Stored data:
━━━━━━━━━━━━━━━━━━━━━━━━━━━━━━

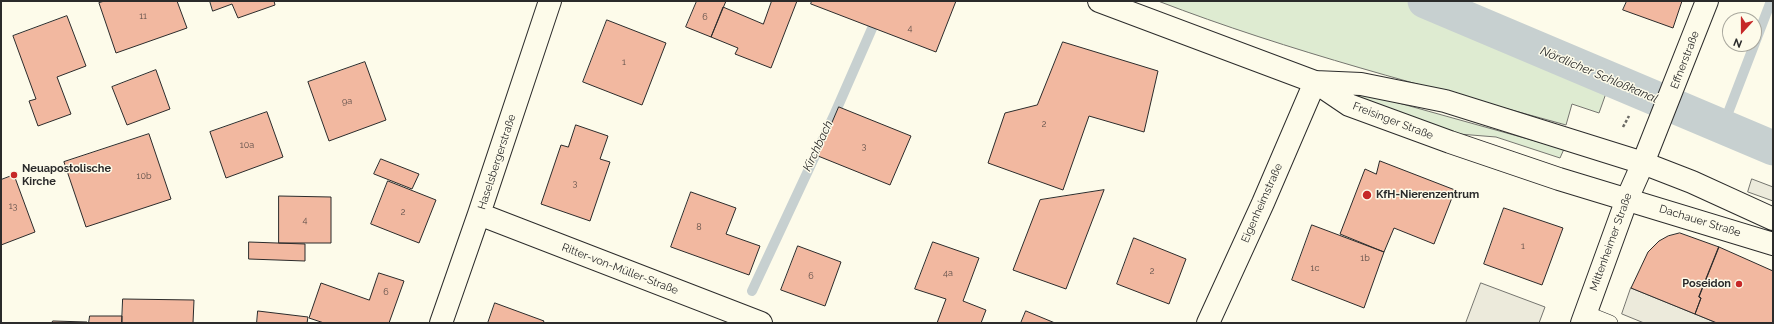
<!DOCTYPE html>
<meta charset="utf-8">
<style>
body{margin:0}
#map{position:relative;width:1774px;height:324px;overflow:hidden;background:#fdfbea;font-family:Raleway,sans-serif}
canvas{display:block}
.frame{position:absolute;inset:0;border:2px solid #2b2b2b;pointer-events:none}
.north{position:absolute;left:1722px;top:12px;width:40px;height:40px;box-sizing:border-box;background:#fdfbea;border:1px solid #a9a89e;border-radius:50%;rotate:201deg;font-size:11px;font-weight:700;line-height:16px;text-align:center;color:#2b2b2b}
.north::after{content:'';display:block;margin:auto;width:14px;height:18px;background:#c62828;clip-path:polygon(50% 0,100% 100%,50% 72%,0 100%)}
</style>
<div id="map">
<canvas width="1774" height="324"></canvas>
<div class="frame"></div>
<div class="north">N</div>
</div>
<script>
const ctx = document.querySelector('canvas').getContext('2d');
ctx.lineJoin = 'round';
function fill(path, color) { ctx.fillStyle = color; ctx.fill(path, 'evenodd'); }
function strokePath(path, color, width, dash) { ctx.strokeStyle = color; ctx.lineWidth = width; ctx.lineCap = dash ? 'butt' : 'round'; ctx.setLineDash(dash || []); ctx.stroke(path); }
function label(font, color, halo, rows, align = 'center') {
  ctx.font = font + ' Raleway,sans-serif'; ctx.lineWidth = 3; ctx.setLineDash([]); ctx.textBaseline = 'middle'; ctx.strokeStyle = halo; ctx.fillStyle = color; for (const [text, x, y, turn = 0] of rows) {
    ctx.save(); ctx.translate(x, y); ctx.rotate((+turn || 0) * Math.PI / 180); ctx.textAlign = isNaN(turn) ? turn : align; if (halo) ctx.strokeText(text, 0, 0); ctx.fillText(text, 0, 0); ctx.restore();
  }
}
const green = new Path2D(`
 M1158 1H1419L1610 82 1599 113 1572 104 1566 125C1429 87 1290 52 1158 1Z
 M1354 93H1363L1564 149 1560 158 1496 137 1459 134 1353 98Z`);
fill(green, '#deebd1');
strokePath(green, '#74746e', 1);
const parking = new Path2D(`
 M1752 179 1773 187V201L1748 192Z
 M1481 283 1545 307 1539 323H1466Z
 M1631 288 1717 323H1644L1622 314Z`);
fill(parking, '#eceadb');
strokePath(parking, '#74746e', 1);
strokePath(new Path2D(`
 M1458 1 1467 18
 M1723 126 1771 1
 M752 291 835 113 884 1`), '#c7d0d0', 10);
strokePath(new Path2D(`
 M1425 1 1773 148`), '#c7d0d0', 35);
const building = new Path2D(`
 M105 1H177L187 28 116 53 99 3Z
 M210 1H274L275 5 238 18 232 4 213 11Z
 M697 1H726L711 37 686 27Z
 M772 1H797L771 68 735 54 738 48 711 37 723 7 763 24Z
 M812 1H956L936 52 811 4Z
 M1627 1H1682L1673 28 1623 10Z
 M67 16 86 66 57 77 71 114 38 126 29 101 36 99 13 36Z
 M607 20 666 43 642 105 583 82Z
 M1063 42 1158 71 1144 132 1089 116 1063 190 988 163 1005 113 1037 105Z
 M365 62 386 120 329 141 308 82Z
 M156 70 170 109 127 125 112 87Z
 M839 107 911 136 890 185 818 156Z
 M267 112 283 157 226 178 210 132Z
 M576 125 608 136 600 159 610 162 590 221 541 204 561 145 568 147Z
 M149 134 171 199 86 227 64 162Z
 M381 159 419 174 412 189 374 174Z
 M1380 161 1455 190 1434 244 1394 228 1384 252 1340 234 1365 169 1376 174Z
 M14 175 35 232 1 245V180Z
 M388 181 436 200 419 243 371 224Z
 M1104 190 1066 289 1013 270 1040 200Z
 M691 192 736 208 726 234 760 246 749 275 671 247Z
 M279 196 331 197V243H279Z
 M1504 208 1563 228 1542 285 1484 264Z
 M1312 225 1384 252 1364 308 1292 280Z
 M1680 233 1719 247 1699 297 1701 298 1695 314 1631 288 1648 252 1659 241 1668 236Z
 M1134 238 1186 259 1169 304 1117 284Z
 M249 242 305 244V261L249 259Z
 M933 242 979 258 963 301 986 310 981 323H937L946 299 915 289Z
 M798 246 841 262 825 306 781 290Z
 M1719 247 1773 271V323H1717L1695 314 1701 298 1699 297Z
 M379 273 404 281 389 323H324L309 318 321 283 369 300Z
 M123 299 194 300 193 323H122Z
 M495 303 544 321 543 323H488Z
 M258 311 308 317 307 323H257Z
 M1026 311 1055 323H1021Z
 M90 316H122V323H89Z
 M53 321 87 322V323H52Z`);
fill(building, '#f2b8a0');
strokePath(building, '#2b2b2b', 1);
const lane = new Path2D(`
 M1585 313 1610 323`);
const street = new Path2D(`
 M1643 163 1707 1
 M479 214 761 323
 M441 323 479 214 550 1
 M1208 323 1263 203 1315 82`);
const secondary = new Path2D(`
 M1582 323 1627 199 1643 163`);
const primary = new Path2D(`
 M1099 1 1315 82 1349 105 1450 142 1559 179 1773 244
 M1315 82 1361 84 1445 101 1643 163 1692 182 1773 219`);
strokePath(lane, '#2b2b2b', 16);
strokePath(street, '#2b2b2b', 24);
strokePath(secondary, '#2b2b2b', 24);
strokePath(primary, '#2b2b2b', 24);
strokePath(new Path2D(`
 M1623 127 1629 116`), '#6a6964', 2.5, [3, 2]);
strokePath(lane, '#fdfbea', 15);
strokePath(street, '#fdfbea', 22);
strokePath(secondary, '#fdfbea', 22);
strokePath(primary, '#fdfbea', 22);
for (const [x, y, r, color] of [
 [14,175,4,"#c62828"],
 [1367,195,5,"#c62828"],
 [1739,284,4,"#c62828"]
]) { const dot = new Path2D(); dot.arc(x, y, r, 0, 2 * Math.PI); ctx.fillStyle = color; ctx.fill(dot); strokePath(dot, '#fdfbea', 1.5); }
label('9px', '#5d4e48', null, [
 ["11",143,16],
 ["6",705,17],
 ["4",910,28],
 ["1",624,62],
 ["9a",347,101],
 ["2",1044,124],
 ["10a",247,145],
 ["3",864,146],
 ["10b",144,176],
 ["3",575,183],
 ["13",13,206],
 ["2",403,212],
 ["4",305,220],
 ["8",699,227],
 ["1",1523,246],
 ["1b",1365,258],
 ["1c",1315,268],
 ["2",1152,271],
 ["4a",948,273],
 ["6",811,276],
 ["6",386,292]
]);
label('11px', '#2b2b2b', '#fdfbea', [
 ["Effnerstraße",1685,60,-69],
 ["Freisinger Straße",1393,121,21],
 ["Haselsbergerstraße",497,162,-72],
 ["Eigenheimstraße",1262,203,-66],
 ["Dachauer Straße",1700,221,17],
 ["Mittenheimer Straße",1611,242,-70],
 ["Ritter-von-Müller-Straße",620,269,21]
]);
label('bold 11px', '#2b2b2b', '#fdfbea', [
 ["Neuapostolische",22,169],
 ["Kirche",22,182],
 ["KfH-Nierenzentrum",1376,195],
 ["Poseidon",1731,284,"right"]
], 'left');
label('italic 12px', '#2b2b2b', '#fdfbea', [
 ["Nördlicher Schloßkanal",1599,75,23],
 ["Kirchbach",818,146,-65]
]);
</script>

━━━━━━━━━━━━━━━━━━━━━━━━━━━━━━

Directions:
The expected result is a copy of each line in the records where "strokeStyle" appears.

Solution for this exercise:
function strokePath(path, color, width, dash) { ctx.strokeStyle = color; ctx.lineWidth = width; ctx.lineCap = dash ? 'butt' : 'round'; ctx.setLineDash(dash || []); ctx.stroke(path); }
  ctx.font = font + ' Raleway,sans-serif'; ctx.lineWidth = 3; ctx.setLineDash([]); ctx.textBaseline = 'middle'; ctx.strokeStyle = halo; ctx.fillStyle = color; for (const [text, x, y, turn = 0] of rows) {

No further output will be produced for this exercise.